To better track mapping counts at the folio level, Hildenbrand first needed a bit more space in the folio structure for some additional information. struct folio is a bit of a complicated and confusing beast. As a way of facilitating the transition to folio use throughout the kernel, this structure is overlaid on top of struct page, which describes a single page. But folios often need to track more information than can be fit into the tightly packed page structure; this is especially true for large folios that contain many pages.
But, since a large folio does contain many pages — and physically contiguous pages at that — there are some tricks that can be employed. There is no real need to maintain a full page structure for every page within a folio, since they are managed as a unit; indeed, eliminating the management of all of those page structures is one of the objectives of the folio transition. But those page structures exist, laid out contiguously in the system's memory map. So a large folio does not have just one page structure's worth of memory at its disposal; it has the page structures for all of the component pages. The page structures for the "tail pages" — those after the first one — can thus be carefully put to use holding this additional information.
If one looks at the definition of struct folio, it quickly becomes clear that it is larger than a single page structure. After the initial fields that overlay the page structure for the head page, one will find this:
union { struct { unsigned long _flags_1; unsigned long _head_1; atomic_t _large_mapcount; atomic_t _entire_mapcount; atomic_t _nr_pages_mapped; atomic_t _pincount; #ifdef CONFIG_64BIT unsigned int _folio_nr_pages; #endif /* private: the union with struct page is transitional */ }; struct page __page_1; };
This piece of the folio structure precisely overlays the page structure of the first tail page, assuming such a page exists. It contains information intended to help maintain the mapping count in current kernels, and other relevant fields. There is also a __page_2 component (not shown) that mainly holds information used by the hugetlbfs subsystem. As a result, the folio structure is actually the length of three page structures, though most of it is only valid for large (at least four pages) folios.
As sprawling as this seems, it still lacks the space Hildenbrand needed to better track mapping counts. To be able to handle order-1 (two-page) folios, he needed that space to fit within the page-1 union shown above. So the first six patches of the series are dedicated to shuffling fields around in the folio structure, adding a __page_3 union in the process. The __page_1 union gains some complexity, but the core of the work is in these new fields:
mm_id_mapcount_t _mm_id_mapcount[2]; union { mm_id_t _mm_id[2]; unsigned long _mm_ids; };
They will be used to keep better track of the mapping for the folio to which they belong. Describing how that is done requires a bit more background, though.
One, two, or many
So how does all of this work help to improve the tracking of the mapping counts for large folios that may be shared between multiple processes and which can be partially mapped in any one of them? The starting point is the mm_struct structure that represents a process's address space. Any time a folio is mapped, that mapping will belong to a specific process, and thus a specific mm_struct structure. So the question of whether a folio is exclusively mapped comes down to whether all of its mappings belong to the same mm_struct. It is a simple matter of tracking which mm_struct structures hold mappings to the folio.

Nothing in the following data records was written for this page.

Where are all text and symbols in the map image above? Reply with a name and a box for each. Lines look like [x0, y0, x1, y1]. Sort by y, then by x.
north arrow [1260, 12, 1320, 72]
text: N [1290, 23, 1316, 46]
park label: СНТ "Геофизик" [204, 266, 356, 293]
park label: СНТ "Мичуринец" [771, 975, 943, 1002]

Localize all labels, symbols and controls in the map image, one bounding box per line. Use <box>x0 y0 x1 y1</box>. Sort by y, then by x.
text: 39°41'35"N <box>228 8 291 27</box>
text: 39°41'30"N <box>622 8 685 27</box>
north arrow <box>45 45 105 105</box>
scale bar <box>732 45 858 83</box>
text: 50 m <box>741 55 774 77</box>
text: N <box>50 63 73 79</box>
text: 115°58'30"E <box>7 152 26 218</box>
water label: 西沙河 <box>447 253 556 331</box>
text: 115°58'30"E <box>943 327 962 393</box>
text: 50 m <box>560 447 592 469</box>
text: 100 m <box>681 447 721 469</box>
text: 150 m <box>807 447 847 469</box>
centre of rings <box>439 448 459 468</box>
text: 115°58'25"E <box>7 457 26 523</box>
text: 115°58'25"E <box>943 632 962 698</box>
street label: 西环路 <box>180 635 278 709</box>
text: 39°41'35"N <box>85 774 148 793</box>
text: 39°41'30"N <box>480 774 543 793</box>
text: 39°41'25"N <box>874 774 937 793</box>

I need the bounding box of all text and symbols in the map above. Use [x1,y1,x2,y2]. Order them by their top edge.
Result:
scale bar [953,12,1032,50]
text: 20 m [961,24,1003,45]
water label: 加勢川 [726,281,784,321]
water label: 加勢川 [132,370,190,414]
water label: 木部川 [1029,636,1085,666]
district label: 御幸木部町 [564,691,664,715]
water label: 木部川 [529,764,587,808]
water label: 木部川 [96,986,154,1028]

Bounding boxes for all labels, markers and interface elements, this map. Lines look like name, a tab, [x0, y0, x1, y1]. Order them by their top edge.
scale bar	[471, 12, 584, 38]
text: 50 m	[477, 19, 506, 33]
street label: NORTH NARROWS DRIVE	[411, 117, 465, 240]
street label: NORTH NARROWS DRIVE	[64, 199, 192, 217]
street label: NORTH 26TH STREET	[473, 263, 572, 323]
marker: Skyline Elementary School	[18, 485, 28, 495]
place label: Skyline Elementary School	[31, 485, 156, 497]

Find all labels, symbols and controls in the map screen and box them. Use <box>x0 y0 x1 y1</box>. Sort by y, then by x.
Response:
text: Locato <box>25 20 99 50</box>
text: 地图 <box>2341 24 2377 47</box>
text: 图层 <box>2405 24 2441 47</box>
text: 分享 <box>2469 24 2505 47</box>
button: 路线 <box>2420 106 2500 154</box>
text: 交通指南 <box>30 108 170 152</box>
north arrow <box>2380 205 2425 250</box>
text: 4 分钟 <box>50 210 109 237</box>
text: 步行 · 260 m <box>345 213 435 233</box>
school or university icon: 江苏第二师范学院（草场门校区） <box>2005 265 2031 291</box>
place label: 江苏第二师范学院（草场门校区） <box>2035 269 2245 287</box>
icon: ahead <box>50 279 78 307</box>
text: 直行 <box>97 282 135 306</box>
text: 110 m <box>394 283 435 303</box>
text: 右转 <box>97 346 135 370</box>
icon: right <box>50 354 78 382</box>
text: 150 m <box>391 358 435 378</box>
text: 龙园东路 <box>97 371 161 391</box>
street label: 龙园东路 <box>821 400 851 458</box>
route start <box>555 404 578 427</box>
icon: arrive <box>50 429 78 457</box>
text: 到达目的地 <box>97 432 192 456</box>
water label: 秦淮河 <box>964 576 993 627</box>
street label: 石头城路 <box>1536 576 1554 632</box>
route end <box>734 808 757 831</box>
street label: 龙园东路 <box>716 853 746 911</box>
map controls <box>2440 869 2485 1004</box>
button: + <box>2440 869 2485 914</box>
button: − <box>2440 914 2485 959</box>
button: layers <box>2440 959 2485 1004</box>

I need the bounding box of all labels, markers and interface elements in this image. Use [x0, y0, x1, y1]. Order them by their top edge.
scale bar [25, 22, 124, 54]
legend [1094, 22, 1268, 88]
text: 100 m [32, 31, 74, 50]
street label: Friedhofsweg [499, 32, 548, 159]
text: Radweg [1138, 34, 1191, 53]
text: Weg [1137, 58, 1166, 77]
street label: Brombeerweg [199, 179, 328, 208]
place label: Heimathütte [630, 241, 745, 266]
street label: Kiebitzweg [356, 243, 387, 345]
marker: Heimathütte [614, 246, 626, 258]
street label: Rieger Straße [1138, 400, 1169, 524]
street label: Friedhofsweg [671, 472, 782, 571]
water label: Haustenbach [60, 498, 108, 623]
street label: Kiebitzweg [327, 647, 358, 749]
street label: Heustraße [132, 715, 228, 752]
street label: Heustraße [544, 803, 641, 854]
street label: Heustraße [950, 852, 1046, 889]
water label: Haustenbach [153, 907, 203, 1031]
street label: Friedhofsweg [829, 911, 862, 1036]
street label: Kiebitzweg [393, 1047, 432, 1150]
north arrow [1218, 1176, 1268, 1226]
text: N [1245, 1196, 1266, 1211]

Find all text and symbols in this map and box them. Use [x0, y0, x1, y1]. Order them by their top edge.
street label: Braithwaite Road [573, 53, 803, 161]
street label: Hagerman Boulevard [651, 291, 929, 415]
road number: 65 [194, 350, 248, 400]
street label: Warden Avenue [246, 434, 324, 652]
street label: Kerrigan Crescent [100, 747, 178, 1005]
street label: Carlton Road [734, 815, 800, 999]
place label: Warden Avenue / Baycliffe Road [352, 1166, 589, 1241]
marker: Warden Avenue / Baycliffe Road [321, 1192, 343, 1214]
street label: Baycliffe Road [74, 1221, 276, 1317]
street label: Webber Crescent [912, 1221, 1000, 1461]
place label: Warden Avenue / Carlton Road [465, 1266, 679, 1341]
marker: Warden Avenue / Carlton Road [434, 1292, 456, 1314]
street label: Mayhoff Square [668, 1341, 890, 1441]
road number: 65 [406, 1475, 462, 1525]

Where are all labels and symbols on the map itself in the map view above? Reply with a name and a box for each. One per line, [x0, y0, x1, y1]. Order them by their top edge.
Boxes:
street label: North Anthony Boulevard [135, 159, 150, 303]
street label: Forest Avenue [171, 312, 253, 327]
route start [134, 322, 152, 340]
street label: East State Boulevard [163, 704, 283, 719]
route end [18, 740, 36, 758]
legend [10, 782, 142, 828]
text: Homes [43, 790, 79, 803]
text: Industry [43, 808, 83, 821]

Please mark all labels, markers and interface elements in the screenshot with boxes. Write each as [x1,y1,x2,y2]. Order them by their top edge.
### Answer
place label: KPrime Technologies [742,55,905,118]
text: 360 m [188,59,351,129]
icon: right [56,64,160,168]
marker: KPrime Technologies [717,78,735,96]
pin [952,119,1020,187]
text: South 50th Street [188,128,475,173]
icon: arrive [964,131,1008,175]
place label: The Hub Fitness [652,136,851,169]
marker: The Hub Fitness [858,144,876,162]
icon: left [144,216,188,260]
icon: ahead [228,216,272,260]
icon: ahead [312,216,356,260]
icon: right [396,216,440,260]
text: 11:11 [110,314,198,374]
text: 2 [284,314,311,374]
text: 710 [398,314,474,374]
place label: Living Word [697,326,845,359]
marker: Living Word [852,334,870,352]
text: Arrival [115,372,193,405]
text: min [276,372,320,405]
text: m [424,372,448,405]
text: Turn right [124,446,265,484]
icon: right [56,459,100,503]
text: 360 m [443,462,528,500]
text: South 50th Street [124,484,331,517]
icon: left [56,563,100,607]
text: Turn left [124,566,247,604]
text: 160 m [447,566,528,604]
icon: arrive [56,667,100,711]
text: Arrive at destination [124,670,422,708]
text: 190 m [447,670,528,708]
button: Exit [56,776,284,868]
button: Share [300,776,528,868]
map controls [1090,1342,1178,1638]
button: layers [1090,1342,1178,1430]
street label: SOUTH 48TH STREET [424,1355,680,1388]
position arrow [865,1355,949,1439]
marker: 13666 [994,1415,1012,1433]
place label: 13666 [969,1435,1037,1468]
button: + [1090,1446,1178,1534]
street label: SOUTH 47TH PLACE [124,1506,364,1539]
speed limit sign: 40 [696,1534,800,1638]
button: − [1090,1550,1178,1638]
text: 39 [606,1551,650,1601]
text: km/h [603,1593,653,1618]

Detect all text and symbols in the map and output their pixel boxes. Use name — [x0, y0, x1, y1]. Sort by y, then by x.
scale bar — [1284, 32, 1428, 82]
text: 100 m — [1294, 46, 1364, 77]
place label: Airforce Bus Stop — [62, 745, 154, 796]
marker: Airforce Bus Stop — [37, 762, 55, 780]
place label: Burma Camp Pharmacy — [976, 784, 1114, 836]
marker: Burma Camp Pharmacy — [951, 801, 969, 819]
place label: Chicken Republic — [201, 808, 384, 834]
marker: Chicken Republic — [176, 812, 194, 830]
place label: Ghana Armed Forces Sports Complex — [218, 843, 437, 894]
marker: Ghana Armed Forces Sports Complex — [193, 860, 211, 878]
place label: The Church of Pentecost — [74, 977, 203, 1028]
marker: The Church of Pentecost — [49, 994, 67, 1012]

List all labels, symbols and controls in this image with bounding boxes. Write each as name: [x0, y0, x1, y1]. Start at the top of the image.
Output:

Of course, there could be thousands of those structures containing such mappings; consider that almost every process in the system will have the C library mapped, for example. Tracking all of those mappings without consuming a lot of time and memory would not be an easy task. But it is not really important to track every mapping to something like the C library; the purpose here is to stay on top of the folios that are exclusively mapped, and thus don't have all those mappings.
The _mm_id array that was added to page 1 of the folio structure is intended to serve this purpose; it can track up to two mm_struct structures that have mappings to the folio. The most straightforward way to do that would be to just store pointers to those mm_struct structures, but space in the folio structure is still at a premium. So, instead, a shorter "mm ID" is assigned to each mm_struct, using the kernel's ID allocator subsystem.
When a folio is first created, both _mm_id entries are set to MM_ID_DUMMY, indicating that they are unused. When the time comes to add a mapping, the kernel will search _mm_id for the appropriate mm ID, then increment the associated _mm_id_mapcount entry to record the new mapping(s). So, for example, if eight pages within a folio are mapped into the address space, the count will be incremented by eight to match. If the mm ID does not have an entry in _mm_id, the kernel will look for an MM_ID_DUMMY entry to use for this mm_struct, then start tracking the mappings there.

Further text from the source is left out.